__YOUR TASK__. What you return must match the listing below character for character, minus any pictures.
☆ ☆ ☆ ☆ ☆ ☆ ☆
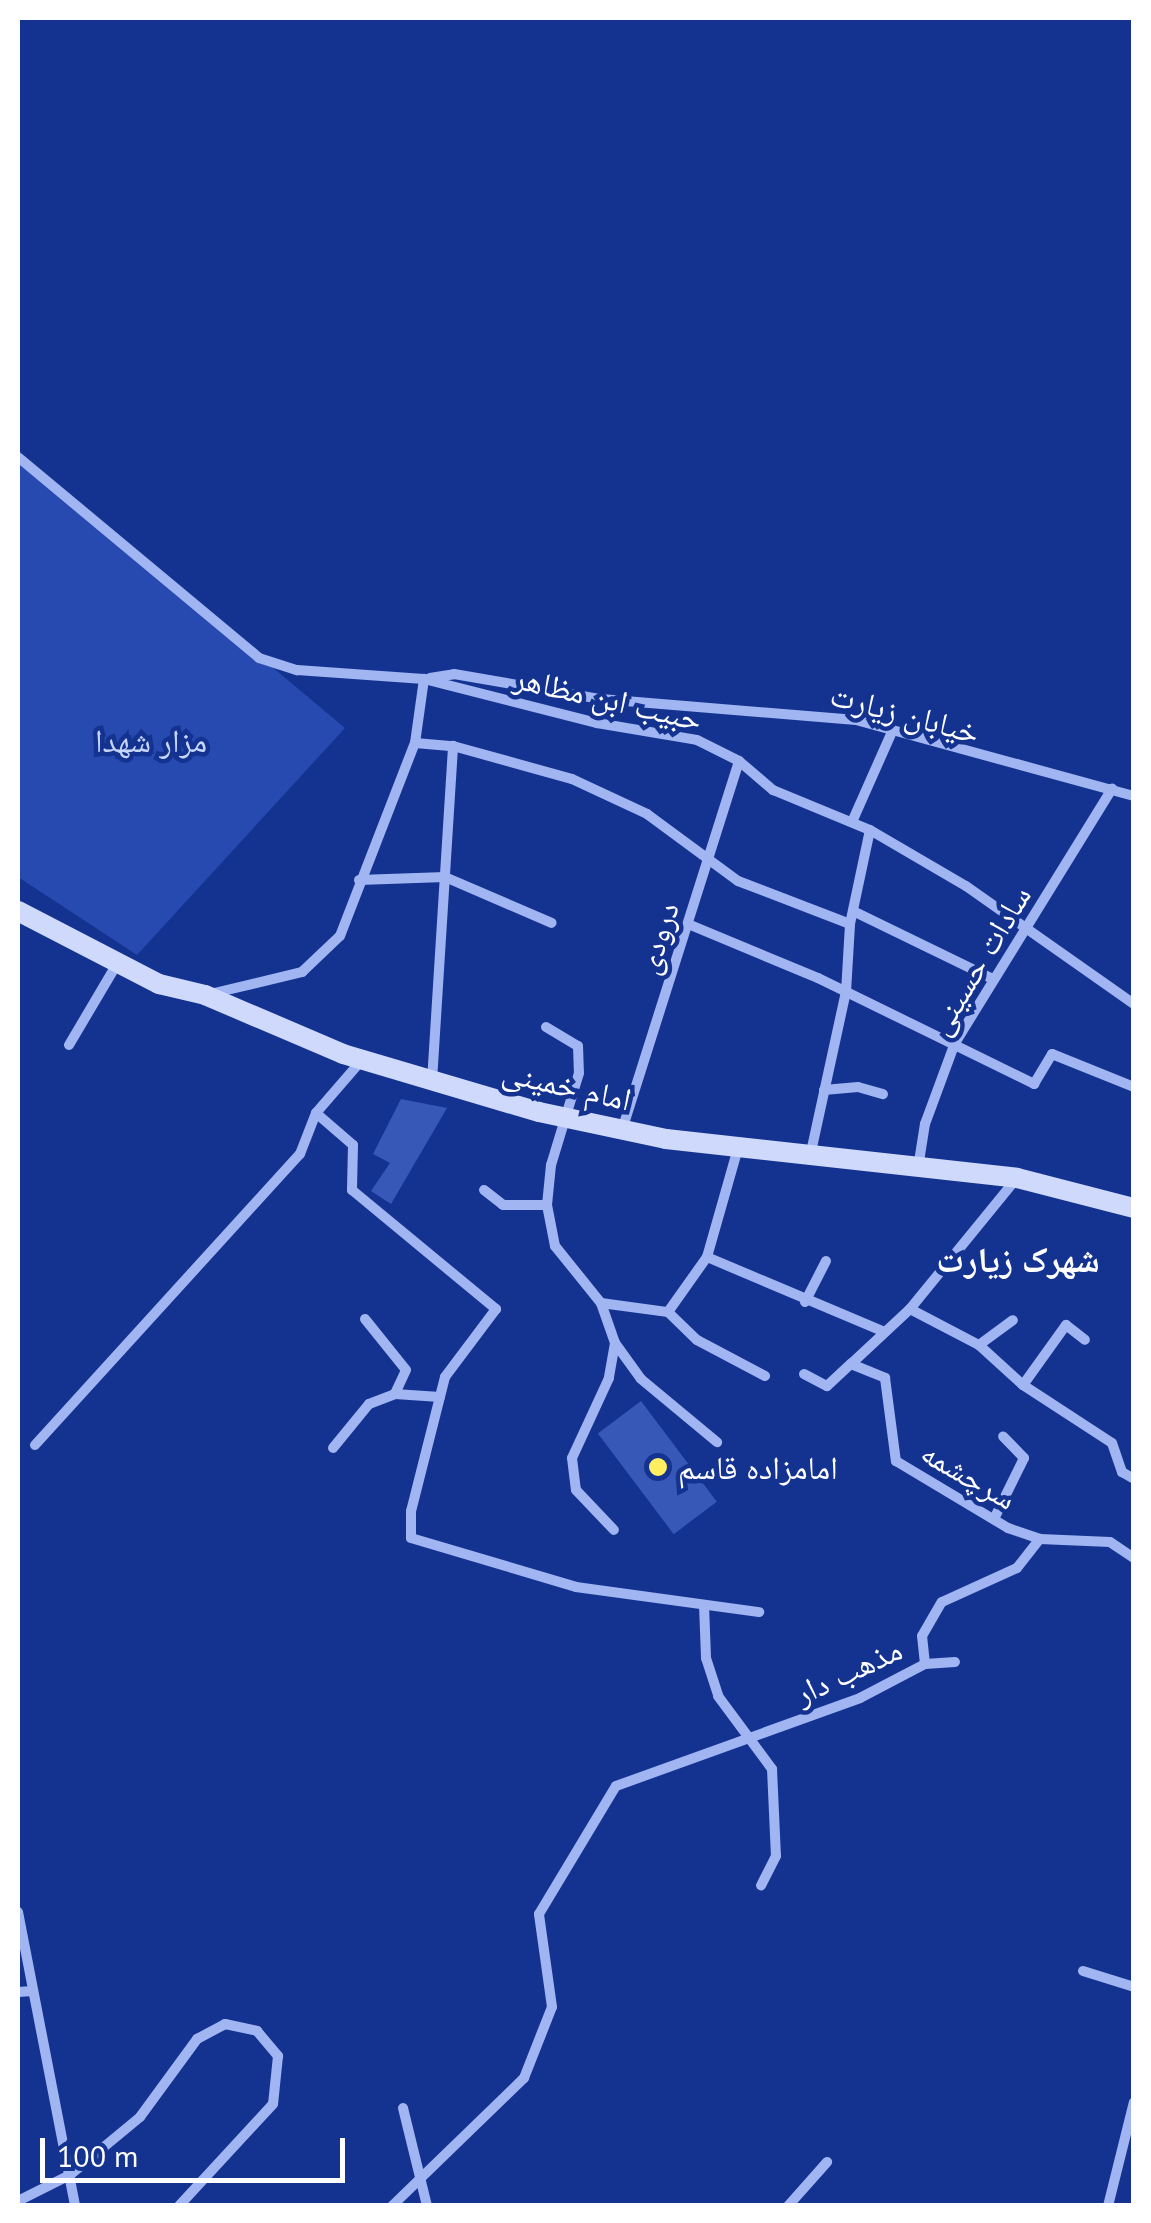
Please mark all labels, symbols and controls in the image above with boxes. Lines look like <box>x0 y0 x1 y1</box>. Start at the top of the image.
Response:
street label: حبیب ابن مظاهر <box>510 658 706 738</box>
street label: خیابان زیارت <box>826 675 984 751</box>
park label: مزار شهدا <box>95 721 207 759</box>
street label: سادات حسینی <box>919 878 1039 1042</box>
street label: درودی <box>627 897 687 979</box>
street label: امام خمینی <box>499 1052 635 1118</box>
district label: شهرک زیارت <box>936 1238 1100 1280</box>
street label: سرچشمه <box>915 1433 1023 1517</box>
place label: امامزاده قاسم <box>678 1448 838 1486</box>
marker: امامزاده قاسم <box>647 1456 669 1478</box>
street label: مذهب دار <box>788 1630 908 1712</box>
scale bar <box>45 2118 350 2180</box>
text: 100 m <box>57 2136 138 2175</box>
☆ ☆ ☆ ☆ ☆ ☆ ☆
__SOLUTION TO THIS EXERCISE__.
Please mark all labels, symbols and controls in the image above with boxes. Lines look like <box>x0 y0 x1 y1</box>. Start at the top of the image.
Response:
street label: حبیب ابن مظاهر <box>510 658 706 738</box>
street label: خیابان زیارت <box>826 675 984 751</box>
park label: مزار شهدا <box>95 721 207 759</box>
street label: سادات حسینی <box>919 878 1039 1042</box>
street label: درودی <box>627 897 687 979</box>
street label: امام خمینی <box>499 1052 635 1118</box>
district label: شهرک زیارت <box>936 1238 1100 1280</box>
street label: سرچشمه <box>915 1433 1023 1517</box>
place label: امامزاده قاسم <box>678 1448 838 1486</box>
marker: امامزاده قاسم <box>647 1456 669 1478</box>
street label: مذهب دار <box>788 1630 908 1712</box>
scale bar <box>45 2118 350 2180</box>
text: 100 m <box>57 2136 138 2175</box>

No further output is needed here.